Au-delà des annonces grandiloquentes, les améliorations se font nécessairement par petites touches concrètes. Au programme de la Commission : une taxonomie verte et une réforme sur les besoins en capitaux propres des banques privées.
Taxonomie européenne
Définir ce qui est “vert” est une lourde tâche. C’est le rôle de la taxonomie verte européenne. Cette taxonomie a déjà été adoptée en 2020 et est entrée en vigueur depuis 2023. Elle permet de dire quelle part des activités d’une entreprise ou d’un produit financier peut être considérée comme verte, c’est-à-dire comme contribuant à la transition écologique.

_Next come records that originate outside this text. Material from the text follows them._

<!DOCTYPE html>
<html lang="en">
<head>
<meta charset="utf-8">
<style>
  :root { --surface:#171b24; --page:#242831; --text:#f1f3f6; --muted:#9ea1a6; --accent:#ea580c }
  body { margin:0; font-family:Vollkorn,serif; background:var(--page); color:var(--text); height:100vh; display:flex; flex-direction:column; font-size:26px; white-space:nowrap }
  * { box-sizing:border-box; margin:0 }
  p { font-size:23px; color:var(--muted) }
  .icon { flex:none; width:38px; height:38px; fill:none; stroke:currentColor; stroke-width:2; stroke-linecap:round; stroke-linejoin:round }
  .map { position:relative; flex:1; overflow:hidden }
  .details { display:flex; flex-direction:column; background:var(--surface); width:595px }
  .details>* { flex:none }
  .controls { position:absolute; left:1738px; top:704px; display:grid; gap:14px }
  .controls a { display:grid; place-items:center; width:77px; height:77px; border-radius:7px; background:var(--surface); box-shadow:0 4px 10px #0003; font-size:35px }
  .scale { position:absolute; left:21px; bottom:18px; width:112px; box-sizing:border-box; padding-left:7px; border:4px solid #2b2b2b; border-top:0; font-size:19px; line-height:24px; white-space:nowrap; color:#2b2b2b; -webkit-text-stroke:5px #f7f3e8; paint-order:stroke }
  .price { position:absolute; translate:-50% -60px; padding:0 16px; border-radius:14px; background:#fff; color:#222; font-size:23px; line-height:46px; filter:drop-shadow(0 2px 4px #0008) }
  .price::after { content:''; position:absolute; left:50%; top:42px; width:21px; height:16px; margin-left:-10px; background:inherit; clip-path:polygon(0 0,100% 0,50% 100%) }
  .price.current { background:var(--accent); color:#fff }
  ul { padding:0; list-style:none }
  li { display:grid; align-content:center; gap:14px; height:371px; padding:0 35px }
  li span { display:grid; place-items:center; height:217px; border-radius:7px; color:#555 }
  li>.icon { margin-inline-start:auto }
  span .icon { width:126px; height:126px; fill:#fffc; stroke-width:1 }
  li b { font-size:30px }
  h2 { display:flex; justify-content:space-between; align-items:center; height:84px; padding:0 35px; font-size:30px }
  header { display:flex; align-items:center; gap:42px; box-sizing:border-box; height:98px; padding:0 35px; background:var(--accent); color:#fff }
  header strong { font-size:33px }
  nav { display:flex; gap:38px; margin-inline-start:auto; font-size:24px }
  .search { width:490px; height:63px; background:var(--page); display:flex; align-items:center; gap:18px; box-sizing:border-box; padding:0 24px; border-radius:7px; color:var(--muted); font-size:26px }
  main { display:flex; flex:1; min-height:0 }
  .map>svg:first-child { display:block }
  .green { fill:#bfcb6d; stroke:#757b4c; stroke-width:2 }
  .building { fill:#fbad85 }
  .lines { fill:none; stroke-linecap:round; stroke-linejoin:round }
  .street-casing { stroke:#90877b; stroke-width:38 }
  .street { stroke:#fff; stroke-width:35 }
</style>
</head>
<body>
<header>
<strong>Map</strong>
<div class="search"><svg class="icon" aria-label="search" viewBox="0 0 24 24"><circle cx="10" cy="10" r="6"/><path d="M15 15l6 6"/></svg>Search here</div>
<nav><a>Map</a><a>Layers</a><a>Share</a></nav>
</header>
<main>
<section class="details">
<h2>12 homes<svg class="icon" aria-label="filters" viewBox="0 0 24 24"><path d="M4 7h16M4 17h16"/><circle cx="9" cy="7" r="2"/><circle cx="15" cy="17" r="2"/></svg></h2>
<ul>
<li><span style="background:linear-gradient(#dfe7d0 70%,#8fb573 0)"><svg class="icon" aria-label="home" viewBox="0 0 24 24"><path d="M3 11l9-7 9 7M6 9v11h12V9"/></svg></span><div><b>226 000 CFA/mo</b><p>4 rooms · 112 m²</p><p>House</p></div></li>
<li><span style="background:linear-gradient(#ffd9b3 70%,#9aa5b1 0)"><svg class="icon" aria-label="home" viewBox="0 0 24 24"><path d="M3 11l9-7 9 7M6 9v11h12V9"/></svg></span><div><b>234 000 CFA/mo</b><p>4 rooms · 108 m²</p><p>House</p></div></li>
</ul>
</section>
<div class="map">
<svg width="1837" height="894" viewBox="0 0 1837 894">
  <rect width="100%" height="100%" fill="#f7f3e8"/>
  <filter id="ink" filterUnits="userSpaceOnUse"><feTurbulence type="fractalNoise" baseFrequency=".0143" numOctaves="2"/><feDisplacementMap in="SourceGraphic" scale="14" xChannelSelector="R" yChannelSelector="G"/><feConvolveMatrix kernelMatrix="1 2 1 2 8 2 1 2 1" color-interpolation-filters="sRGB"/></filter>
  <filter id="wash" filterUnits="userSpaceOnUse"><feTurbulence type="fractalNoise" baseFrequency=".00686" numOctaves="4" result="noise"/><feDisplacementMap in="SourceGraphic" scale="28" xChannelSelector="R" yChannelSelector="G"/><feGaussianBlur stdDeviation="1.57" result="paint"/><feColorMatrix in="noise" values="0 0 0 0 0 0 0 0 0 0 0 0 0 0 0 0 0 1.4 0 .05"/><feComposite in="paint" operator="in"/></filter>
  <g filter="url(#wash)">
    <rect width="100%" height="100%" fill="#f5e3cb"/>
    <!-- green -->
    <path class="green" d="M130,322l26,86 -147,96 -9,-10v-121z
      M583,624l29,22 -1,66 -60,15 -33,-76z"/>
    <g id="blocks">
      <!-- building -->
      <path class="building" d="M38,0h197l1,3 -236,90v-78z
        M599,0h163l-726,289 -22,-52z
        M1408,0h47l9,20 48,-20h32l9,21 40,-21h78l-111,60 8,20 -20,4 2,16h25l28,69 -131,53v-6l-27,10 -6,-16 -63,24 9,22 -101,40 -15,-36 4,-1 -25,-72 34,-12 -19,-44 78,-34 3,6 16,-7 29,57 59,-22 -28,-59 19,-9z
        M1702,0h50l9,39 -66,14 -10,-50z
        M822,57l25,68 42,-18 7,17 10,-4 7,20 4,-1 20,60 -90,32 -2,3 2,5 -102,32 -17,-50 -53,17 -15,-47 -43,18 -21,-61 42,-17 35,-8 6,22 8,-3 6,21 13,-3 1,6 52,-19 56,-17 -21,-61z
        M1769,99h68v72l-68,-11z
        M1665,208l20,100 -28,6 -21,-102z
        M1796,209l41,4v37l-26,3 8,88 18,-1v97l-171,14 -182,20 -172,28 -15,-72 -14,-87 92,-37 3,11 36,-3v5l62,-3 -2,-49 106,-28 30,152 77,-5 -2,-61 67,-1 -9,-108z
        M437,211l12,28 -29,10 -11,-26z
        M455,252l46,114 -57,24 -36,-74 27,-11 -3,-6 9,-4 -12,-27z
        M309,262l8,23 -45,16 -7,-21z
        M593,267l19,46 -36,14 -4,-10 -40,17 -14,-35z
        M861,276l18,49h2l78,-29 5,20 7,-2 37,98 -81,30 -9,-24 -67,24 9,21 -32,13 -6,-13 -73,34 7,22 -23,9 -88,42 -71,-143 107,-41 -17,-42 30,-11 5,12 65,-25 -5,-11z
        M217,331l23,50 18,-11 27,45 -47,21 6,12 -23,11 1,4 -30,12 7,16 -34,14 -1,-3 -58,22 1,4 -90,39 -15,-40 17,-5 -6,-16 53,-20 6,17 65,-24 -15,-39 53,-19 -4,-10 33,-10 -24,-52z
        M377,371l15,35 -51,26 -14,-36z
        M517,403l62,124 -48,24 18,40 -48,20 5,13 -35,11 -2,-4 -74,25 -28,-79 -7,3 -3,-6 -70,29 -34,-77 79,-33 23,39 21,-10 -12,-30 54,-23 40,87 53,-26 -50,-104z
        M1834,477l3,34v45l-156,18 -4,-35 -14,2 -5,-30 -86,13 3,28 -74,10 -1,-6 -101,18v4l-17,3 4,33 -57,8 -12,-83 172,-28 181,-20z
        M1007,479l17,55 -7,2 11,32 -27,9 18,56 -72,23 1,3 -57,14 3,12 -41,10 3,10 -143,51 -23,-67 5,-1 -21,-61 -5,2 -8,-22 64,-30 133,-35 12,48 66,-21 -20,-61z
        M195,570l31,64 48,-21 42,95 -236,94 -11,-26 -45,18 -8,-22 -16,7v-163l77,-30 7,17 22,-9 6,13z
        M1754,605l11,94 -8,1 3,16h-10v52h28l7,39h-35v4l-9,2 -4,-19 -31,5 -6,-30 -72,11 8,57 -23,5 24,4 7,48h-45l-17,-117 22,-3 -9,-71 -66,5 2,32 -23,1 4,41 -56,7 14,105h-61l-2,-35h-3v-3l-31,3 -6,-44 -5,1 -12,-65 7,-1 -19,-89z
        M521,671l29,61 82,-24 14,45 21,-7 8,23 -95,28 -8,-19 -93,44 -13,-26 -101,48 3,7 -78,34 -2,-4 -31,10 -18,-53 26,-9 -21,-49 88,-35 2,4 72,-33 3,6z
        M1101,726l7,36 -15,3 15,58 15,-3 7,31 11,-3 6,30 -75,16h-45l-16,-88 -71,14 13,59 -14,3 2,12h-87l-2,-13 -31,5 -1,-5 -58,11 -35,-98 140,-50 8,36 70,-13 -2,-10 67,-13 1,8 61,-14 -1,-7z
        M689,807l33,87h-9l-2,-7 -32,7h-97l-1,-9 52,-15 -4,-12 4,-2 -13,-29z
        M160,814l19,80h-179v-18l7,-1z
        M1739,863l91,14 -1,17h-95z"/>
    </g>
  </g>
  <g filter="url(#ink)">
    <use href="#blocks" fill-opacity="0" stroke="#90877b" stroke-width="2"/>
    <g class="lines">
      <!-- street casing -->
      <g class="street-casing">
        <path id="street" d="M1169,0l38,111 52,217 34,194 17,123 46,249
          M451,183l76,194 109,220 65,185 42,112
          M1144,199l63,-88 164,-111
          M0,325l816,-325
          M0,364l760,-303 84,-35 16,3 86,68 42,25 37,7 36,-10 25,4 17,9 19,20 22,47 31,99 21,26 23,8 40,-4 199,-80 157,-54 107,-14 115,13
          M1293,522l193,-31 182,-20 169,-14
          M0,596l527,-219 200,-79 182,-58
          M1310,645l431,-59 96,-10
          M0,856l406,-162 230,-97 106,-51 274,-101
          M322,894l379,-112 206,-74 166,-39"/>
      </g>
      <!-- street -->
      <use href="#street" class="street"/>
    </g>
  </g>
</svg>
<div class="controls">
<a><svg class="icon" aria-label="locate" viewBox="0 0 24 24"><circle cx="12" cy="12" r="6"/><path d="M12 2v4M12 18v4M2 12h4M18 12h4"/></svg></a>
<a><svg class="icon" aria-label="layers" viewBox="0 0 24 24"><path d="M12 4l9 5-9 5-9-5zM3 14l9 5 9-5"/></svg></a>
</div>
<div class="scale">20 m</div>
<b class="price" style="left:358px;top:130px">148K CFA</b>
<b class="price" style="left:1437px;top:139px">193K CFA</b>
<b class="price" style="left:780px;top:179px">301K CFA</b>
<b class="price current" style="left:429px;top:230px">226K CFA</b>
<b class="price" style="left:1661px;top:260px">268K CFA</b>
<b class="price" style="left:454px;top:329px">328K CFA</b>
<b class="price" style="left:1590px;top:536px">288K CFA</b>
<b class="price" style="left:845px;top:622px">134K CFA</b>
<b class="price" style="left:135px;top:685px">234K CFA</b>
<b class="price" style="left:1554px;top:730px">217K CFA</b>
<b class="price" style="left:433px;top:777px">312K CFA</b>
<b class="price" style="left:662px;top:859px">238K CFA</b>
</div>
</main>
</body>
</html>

Les investisseurs pourront ainsi connaître les différents bilans carbones et choisir des placements en adéquation avec les objectifs écologiques.
Plus tard, d’éventuelles aides économiques pourront également prioriser les activités économiques qui possèdent ce label.
Cette taxonomie verte permet de faire la distinction entre les activités économiques vertes et non-vertes. En tant que telle, cette mesure est la pierre angulaire de la politique écologique de l’UE puisqu’elle est le socle des autres projets.
Ratio de solvabilité des banques
Le second projet de la Commission concerne le ratio de solvabilité des banques. Le terme est barbare mais l’idée générale est simple.
Le but est d’obliger les banques à réserver davantage de capitaux propres dans les caisses lorsqu’elles prêtent à une entreprise polluante. Le corollaire est d’abaisser la demande de capitaux propres aux banques qui prêtent aux activités économiques vertes.
Cette mesure a un double objectif : améliorer la solidité des banques tout en pénalisant les prêts aux entreprises carbonées.
La BCE et la finance verte
Si la commission est responsable d’édicter la réglementation de l’Union européenne, la Banque centrale européenne est responsable des politiques monétaires de l’Union. Sa part dans la finance verte est donc primordiale.
Pour ce faire, elle cherche à mettre en place deux outils : le “quantitative easing” décarboné et les prêts vert en monnaie centrale.
Le “quantitative easing” vert
Nous avons eu l’occasion de définir l’assouplissement quantitatif (QE) dans notre article sur la Banque centrale européenne. En bref, c’est une politique monétaire de la BCE qui consiste à acheter massivement des actifs financiers avec de l’argent créé pour l’occasion, afin d’injecter cet argent supplémentaire dans l’économie.
Les actifs financiers achetés sont volontairement issus de tous les secteurs d’activité. Le but est de répartir du mieux possible l’argent injecté dans l’économie.
L’idée du Quantitative Easing vert consiste à utiliser la taxonomie verte pour cibler le rachat d’actifs aux entreprises les plus vertueuses pour le climat. L’effet boule de neige de cette mesure est le suivant : si la BCE fournit des liquidités aux entreprises vertes, le prix de ces dernières va grimper. Les investisseurs privés, qui espèrent voir la valeur de leurs actifs monter, vont donc investir également dans ces entreprises. Et puisque ces entreprises sont rassurées par la présence de la BCE, ces investissements seront considérés comme moins risqués et les taux d’intérêts pour prêter à ces entreprises devraient diminuer.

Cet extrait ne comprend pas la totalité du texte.